Silivri Çevre Derneği, günümüzün en etkili iletişim araçlarından sosyal medyayı kullanarak yurdun her yanından anında bilgi alabiliyor…
Örneğin…
Kazdağları'nda nöbet tutanlarla her an irtibatta…
Günümüzde…
Ülkemin maden sahaları…
Su kaynakları…
Ağaçları, çiçekleri, böcekleri, ne varsa işte…
Hepsi talan ediliyor…
Hem de, başka ülkelerden gelen şirketlere peşkeş çekilircesine…
Sevindirici yanı…
Ülkenin her yanından feryatlar yükseliyor.

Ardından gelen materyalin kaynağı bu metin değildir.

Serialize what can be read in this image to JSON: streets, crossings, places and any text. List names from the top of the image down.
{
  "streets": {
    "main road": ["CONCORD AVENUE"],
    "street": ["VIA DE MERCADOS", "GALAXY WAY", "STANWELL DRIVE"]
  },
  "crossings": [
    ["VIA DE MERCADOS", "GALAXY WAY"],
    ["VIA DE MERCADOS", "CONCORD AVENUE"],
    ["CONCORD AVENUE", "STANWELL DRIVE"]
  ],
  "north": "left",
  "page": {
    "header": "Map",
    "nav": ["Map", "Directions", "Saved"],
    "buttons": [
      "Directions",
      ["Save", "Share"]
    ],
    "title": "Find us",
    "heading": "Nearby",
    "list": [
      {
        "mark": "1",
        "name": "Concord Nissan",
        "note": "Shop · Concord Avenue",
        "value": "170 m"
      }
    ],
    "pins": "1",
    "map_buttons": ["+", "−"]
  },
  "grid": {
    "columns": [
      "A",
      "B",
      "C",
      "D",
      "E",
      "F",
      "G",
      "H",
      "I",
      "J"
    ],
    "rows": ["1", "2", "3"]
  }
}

Ve, Yaşadığı yeri seven herkes bu sesleri duyuyor…
Silivri Çevre Derneği de…
YEREL SİYASET...
İlçe Kongreleri için geri sayım başladı… En fazla aday CHP'de çıkacak gibi… Hafta içinde iki adayın daha “varım” dediğini basında gördüm...
***
CHP İstanbul Milletvekili, Akif Hamza Çebi Cuma günü Silivri'deydi. İlçe yöneticileri ile birlikte ile TAPU ve ECRİMİSİL sorunu olan (3) Orman Köyünü ziyaret etti…
***
31 Mart 2019 öncesinin Silivri Belediye Başkanı Özcan Işıklar, meclis kararıyla, İzmir Büyük Şehir Belediye Başkanı danışmanı olmuş…
***
Hafta başında… MHP'de “rozet takma” töreni vardı…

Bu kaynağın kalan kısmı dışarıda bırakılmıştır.